Problem: Read through the entries below and copy each line where "setLineDash" turns up.

Input records:
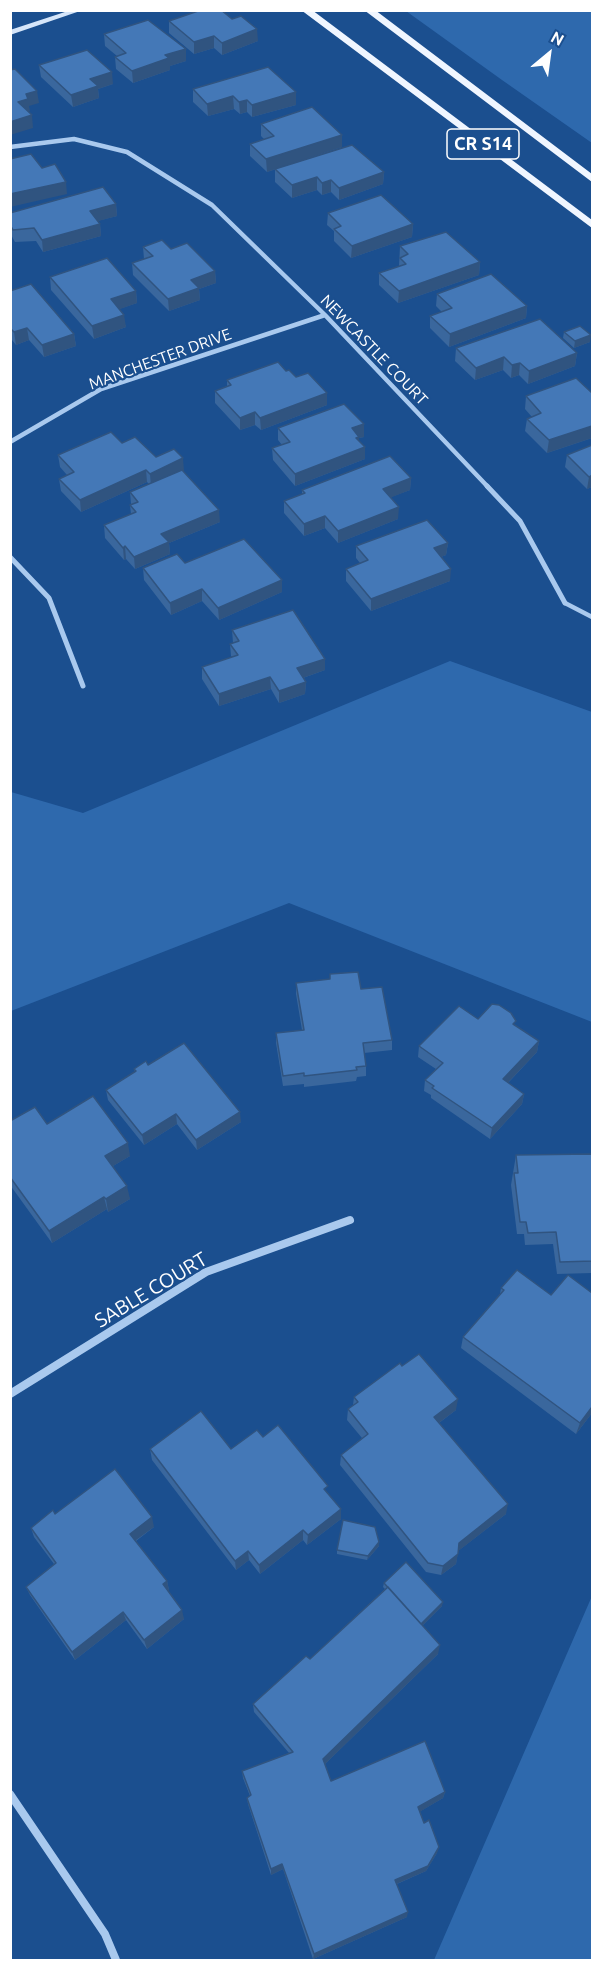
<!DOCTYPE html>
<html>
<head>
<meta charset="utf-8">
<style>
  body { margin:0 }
  #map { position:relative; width:603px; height:1971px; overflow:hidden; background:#1b4f8f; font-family:Ubuntu,sans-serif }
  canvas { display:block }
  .frame { position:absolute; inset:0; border:12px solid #fff; pointer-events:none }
  .north { position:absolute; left:519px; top:24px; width:60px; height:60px; -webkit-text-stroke:4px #1b4f8f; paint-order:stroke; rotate:29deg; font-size:16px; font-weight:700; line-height:24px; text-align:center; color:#fff }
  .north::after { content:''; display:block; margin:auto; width:21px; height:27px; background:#fff; clip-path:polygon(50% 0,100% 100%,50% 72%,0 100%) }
</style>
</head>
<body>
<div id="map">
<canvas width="603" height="1971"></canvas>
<div class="frame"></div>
<div class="north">N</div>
</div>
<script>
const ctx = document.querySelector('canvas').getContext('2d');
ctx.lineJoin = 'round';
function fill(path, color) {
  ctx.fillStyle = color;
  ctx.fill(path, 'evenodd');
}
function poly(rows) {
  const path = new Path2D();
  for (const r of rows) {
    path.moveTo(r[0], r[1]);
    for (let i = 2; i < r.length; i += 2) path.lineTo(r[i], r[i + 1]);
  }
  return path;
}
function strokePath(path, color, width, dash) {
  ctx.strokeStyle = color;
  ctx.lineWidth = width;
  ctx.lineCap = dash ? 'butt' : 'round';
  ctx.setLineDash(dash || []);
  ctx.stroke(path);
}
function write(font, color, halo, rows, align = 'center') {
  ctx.font = font + ' Ubuntu,sans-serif';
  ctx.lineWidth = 4.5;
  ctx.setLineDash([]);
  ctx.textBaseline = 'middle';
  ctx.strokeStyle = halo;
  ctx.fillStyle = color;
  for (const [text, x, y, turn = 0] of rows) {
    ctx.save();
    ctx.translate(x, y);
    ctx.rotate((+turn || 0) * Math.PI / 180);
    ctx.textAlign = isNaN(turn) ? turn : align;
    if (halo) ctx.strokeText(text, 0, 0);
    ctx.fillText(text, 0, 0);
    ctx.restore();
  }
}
const green = poly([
  [406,11,592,11,592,143,502,80],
  [450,661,592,712,592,1022,289,903,11,1011,11,792,83,813],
  [592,1596,592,1960,434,1960]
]);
const service = poly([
  [565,603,592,617]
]);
const minorFar2 = poly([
  [10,147,74,139,127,152,212,205,325,315,488,487],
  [10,442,101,389,325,315]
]);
const minorFar1 = poly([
  [487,486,520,521,565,603],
  [10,557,49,598,83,686]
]);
const minor = poly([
  [10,1394,206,1272,350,1220],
  [10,1794,105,1934,116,1960]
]);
const secondary = poly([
  [71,10,83,10,10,35,10,30,71,10]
]);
const primary = poly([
  [301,10,312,10,592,220,592,228,301,10],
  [364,10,375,10,592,174,592,182,364,10]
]);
const wall = poly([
  [169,21,258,41,222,55,214,48,194,54,169,33],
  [104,34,186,49,186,61,170,66,170,70,133,83,116,69,115,57,117,56,105,46],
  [39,65,113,84,98,89,99,98,73,107,41,77],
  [193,89,296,105,252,117,247,112,240,114,234,109,208,116,193,102],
  [261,124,342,135,342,147,267,172,250,156,250,144,264,139,261,136],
  [275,169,384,172,383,184,339,200,331,192,322,195,317,190,292,198,275,182],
  [116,204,117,216,97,221,100,224,101,236,43,252,36,241,15,242,10,233,10,213],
  [328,213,413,224,412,237,351,258,334,241,334,231,327,225],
  [400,246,480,262,479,275,398,303,379,285,379,273,399,266],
  [143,247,171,249,215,271,216,283,199,289,200,300,169,311,133,275,132,263,144,259],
  [50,277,136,291,137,303,119,309,126,327,94,339,51,290],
  [10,291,74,334,76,346,44,357,29,340,16,345,12,340,10,341],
  [437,294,527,306,526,318,449,347,430,328,430,316,442,312,436,306],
  [564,332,590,342,574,348,563,338],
  [456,348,577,353,575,366,528,384,519,375,511,378,503,370,475,380,455,361],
  [286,371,296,377,327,405,261,430,255,425,240,430,215,403,215,391,227,386,227,380],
  [592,393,592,438,547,453,525,431,527,419,532,417,525,409,526,396],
  [278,428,364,437,359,438,359,441,365,447,365,459,295,486,273,460,272,448,282,445,278,440],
  [122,443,156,457,184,471,183,471,220,522,169,543,170,554,135,569,126,559,124,560,105,538,104,525,131,514,130,505,131,504,130,492,149,484,147,482,81,512,61,491,59,479,67,475,60,467,58,455],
  [592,445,592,487,587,489,565,467,567,455],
  [411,478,410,490,391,497,398,519,338,543,325,528,304,536,284,513,284,501,302,494,302,490],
  [448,543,446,555,441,557,450,581,371,611,346,581,346,569,360,563,356,558,356,546],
  [185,563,282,580,282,592,219,620,202,601,171,615,144,580,143,568],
  [232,630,325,659,325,670,303,678,306,682,305,694,279,703,271,689,219,706,202,679,202,667,232,657,231,656,230,644,233,643],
  [330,974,361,989,392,1040,392,1050,364,1053,366,1066,366,1076,357,1077,356,1081,304,1087,304,1084,283,1086,276,1043,276,1033,302,1030,296,994,296,983,330,979],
  [478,1019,515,1025,539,1041,537,1052,508,1083,524,1094,522,1104,490,1139,431,1098,431,1095,424,1091,425,1080,436,1069,418,1057,419,1046],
  [148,1065,241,1122,197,1150,177,1124,144,1145,108,1100,106,1090,135,1073,134,1069],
  [10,1121,47,1124,130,1156,113,1166,130,1199,108,1212,107,1209,52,1243,10,1185],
  [592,1154,592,1273,557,1274,553,1244,525,1245,524,1234,517,1234,511,1185,516,1155],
  [517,1270,592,1413,576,1434,461,1348,463,1337,500,1294,501,1288],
  [402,1366,456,1410,439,1423,506,1514,458,1551,456,1564,441,1575,426,1572,340,1465,341,1455,362,1438,347,1420,348,1409,353,1405,354,1397],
  [263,1437,328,1493,341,1519,307,1545,303,1540,260,1574,249,1560,236,1570,152,1460,150,1449,231,1449],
  [55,1514,154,1527,136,1541,167,1581,169,1590,168,1591,184,1619,147,1649,126,1620,75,1660,30,1595,26,1587,54,1564,34,1537,31,1528],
  [379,1542,379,1546,367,1560,337,1554,337,1550],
  [384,1583,442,1606,422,1626,438,1654,325,1764,331,1781,445,1792,443,1798,419,1812,437,1853,426,1871,397,1884,407,1917,313,1959,283,1869,271,1875,248,1804,247,1798,250,1796,243,1778,242,1771,289,1753,254,1712,253,1704,310,1659,385,1589,383,1587]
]);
const shadedWall = poly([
  [257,29,258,41,222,55,222,43],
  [214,36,214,48,194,54,194,42],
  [186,49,186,61,170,66,170,70,133,83,132,71,165,55],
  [112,72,113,84,98,89,99,98,73,107,71,95,90,79],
  [37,91,39,103,29,106,30,111,20,115,18,102,26,94],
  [296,92,296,105,252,117,252,105],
  [233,96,234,109,208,116,207,104],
  [247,100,247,112,240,114,239,102],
  [32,115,33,128,10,135,10,122],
  [342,135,342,147,267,172,266,159],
  [384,172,383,184,339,200,339,188],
  [317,177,317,190,292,198,292,185],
  [331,180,331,192,322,195,322,183],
  [66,182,67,194,10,207,10,194],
  [116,204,117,216,91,223,90,211],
  [100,224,101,236,43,252,42,240],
  [413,224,412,237,351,258,352,246],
  [480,262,479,275,398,303,399,291],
  [215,271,216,283,199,289,200,300,169,311,168,299,191,280],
  [136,291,137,303,112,312,111,299],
  [527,306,526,318,449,347,450,334],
  [124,315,126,327,94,339,92,326],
  [10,328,12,340,10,341],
  [27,328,29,340,16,345,14,332],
  [74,334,76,346,44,357,42,345],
  [591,335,590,342,574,348,575,341],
  [577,353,575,366,528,384,529,371],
  [504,357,503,370,475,380,476,368],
  [520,363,519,375,511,378,512,365],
  [327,393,327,405,261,430,260,418],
  [255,412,255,425,240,430,240,418],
  [364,424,364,437,359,438,359,449,352,428],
  [592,426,592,438,547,453,549,440],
  [365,447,365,459,295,486,295,474],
  [183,458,184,471,151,486,150,474],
  [146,470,147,482,81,512,80,500],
  [592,475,592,487,587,489,589,477],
  [411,478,410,490,382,501,383,489],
  [399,507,398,519,338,543,338,531],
  [219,510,220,522,169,543,170,554,135,569,134,557,161,534],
  [325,516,325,528,304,536,304,524],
  [448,543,446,555,433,560,434,548],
  [125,546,126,559,124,560,123,548],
  [451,569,450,581,371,611,371,599],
  [282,580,282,592,219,620,218,608],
  [202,589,202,601,171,615,170,603],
  [325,659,325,670,297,680,297,668],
  [270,677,271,689,219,706,219,694],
  [306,682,305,694,279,703,279,691],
  [539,1041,537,1052,501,1090,503,1079],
  [524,1094,522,1104,490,1139,492,1128],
  [240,1112,241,1122,197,1150,196,1140],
  [176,1114,177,1124,144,1145,142,1135],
  [128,1143,130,1156,108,1169,105,1156],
  [127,1186,130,1199,108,1212,106,1199],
  [104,1197,107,1209,52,1243,49,1231],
  [458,1399,456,1410,432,1428,434,1417],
  [592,1407,592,1413,576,1434,580,1423],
  [508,1504,506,1514,457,1552,459,1543],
  [341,1509,341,1519,307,1545,308,1535],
  [152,1517,154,1527,132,1543,130,1534],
  [303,1530,303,1540,260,1574,259,1565],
  [379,1542,379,1546,367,1560,368,1556],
  [248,1551,249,1560,236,1570,235,1561],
  [458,1554,456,1564,441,1575,443,1566],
  [167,1581,169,1590,165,1593,163,1584],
  [443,1602,442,1606,420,1628,421,1624],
  [182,1610,184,1619,147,1649,144,1640],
  [123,1612,126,1620,75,1660,72,1652],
  [440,1645,438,1654,323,1766,323,1759],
  [445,1792,443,1798,416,1814,418,1807],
  [439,1847,437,1853,426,1871,394,1885,395,1880],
  [282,1864,283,1869,271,1875,271,1869],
  [408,1912,407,1917,313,1959,314,1954]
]);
const building = poly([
  [201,10,221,10,232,19,241,16,257,29,222,43,214,36,194,42,169,21,201,10],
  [148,20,186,49,165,55,169,58,132,71,115,57,126,53,104,34,148,20],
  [87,50,112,72,90,79,98,86,71,95,39,65,87,50],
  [268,67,296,92,252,105,247,100,239,102,233,96,207,104,193,89,268,67],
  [15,69,37,91,26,94,28,99,18,102,32,115,10,122,10,70,15,69],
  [312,107,342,135,266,159,250,144,274,136,261,124,312,107],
  [352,145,384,172,339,188,331,180,322,183,317,177,292,185,275,169,352,145],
  [31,154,42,168,55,164,66,182,10,194,10,159,31,154],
  [103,187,116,204,90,211,100,224,42,240,34,228,13,230,10,225,10,213,103,187],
  [381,195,413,224,352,246,334,229,341,226,328,213,381,195],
  [446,232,480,262,399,291,379,273,406,264,400,258,408,254,400,246,446,232],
  [162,240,171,249,187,243,215,271,191,280,199,288,168,299,132,263,153,256,143,247,162,240],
  [107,258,136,291,111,299,124,315,92,326,50,277,107,258],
  [491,274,527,306,450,334,430,316,452,308,437,294,491,274],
  [31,284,74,334,42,345,27,328,14,332,10,328,10,291,31,284],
  [540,319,577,353,529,371,520,363,512,365,504,357,476,368,456,348,540,319],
  [580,326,591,335,575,341,564,332,580,326],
  [278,362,286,371,289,370,296,377,308,373,327,393,260,418,255,412,240,418,215,391,231,385,227,380,278,362],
  [576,378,592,393,592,426,549,440,527,419,541,413,526,396,576,378],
  [344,404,364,424,352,428,359,437,356,438,365,447,295,474,272,448,290,442,278,428,344,404],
  [111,432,122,443,135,437,156,457,174,449,183,458,150,474,146,470,80,500,59,479,74,472,58,455,111,432],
  [592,445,592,475,589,477,567,455,592,445],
  [390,456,411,478,383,489,399,507,338,531,325,516,304,524,284,501,305,493,302,490,390,456],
  [182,470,219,510,161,534,169,542,134,557,125,546,123,548,104,525,136,512,130,505,138,502,130,492,182,470],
  [427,520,448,543,434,548,451,569,371,599,346,569,368,560,356,546,427,520],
  [244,539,282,580,218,608,202,589,170,603,143,568,177,554,185,563,244,539],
  [293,610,325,659,297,668,306,682,279,691,270,677,219,694,202,667,238,655,230,644,239,641,232,630,293,610],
  [358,972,361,989,382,987,392,1040,363,1043,366,1066,356,1067,357,1070,304,1076,304,1073,283,1076,276,1033,304,1030,296,983,330,979,330,974,358,972],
  [492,1004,499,1005,511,1013,516,1021,513,1024,539,1041,503,1079,524,1094,492,1128,432,1088,434,1086,425,1080,443,1063,419,1046,459,1006,478,1019,492,1004],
  [184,1043,240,1112,196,1140,176,1114,142,1135,106,1090,136,1071,134,1069,146,1061,148,1065,184,1043],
  [93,1096,128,1143,105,1156,127,1186,106,1199,104,1197,49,1231,10,1177,10,1121,35,1107,47,1124,93,1096],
  [592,1154,592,1261,560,1262,556,1232,528,1233,526,1222,520,1222,514,1173,518,1173,516,1155,592,1154],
  [517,1270,551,1295,568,1275,592,1293,592,1407,580,1423,463,1337,504,1290,501,1288,517,1270],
  [419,1354,458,1399,434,1417,508,1504,459,1543,458,1554,443,1566,428,1563,341,1455,368,1434,348,1409,358,1402,354,1397,400,1363,402,1366,419,1354],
  [201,1411,231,1449,257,1430,263,1437,278,1425,328,1486,324,1489,341,1509,308,1535,303,1530,259,1565,248,1551,235,1561,150,1449,201,1411],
  [115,1469,152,1517,130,1534,167,1581,163,1584,182,1610,144,1640,123,1612,72,1652,26,1587,56,1563,31,1528,53,1510,55,1514,115,1469],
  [343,1520,375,1527,379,1542,368,1556,337,1550,343,1520],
  [406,1562,443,1602,421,1624,384,1583,406,1562],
  [388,1587,440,1645,323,1759,331,1781,425,1741,445,1792,418,1807,424,1823,429,1820,439,1847,428,1866,395,1880,408,1912,314,1954,282,1864,271,1869,247,1798,251,1795,242,1771,293,1752,253,1704,306,1656,310,1659,388,1587]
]);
const farStreetnames = [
  ["NEWCASTLE COURT",374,350,46],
  ["MANCHESTER DRIVE",160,359,-20]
];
const shields = [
  [483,144,72]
];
const shieldNames = [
  ["CR S14",483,144]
];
const streetNames = [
  ["SABLE COURT",151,1290,-31]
];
fill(green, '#2e69ad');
strokePath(service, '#a9c9ee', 4.5);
strokePath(minorFar2, '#a9c9ee', 4.5);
strokePath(minorFar1, '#a9c9ee', 5);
strokePath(minor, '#a9c9ee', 8);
fill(secondary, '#d6e6fa');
fill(primary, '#f0f6ff');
fill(wall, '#3a679d');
fill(shadedWall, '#305480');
fill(building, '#4478b7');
strokePath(building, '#305480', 1.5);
write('16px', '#fff', '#1b4f8f', farStreetnames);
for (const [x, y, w] of shields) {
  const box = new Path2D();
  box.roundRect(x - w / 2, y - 15, w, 30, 4.5);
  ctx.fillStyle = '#1b4f8f';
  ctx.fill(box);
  strokePath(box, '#fff', 1.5);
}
write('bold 18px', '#fff', null, shieldNames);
write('20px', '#fff', '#1b4f8f', streetNames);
</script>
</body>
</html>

Your solution:
  ctx.setLineDash(dash || []);
  ctx.setLineDash([]);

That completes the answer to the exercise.